§ Work to be completed
Wherever the word "挺进医院" appears in a line of the data, that line should be copied.

§ The records
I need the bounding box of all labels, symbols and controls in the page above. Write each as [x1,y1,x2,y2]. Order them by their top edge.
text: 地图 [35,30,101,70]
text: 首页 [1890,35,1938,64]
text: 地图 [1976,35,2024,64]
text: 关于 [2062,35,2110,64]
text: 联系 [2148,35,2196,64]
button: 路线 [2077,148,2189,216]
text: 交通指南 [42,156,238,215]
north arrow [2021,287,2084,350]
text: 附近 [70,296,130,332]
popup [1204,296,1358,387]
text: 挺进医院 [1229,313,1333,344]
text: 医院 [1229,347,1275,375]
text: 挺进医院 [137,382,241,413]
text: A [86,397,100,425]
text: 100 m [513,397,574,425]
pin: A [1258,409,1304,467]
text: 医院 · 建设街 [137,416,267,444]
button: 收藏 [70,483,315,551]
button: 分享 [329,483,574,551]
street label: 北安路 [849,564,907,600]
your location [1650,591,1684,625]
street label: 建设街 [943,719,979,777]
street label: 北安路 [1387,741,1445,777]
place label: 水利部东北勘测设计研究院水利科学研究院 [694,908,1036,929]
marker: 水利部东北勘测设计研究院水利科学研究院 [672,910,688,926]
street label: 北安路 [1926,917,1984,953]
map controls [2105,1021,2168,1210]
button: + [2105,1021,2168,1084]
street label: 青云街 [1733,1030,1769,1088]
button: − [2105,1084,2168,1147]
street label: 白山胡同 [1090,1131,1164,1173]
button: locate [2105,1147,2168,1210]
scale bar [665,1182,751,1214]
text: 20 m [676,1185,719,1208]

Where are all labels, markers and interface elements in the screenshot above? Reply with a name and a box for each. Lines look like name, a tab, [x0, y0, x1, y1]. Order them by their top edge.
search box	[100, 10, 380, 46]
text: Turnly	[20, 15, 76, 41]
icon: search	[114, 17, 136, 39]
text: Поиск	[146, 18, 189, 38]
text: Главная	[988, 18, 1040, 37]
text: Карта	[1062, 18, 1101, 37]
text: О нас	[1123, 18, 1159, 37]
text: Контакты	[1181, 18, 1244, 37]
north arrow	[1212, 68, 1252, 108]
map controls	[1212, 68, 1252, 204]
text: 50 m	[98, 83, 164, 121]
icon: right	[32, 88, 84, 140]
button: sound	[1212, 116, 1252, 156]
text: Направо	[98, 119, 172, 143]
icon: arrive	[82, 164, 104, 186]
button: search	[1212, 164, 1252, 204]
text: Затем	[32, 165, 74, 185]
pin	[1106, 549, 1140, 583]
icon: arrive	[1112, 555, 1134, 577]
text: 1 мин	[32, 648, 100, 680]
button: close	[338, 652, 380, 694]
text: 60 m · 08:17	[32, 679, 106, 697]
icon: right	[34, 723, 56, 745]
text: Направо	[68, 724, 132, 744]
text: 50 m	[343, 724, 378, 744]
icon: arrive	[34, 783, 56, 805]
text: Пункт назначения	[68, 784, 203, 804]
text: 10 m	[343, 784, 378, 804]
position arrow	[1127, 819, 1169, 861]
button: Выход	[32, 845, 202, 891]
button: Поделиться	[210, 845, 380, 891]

§ Exercise result
text: 挺进医院 [1229,313,1333,344]
text: 挺进医院 [137,382,241,413]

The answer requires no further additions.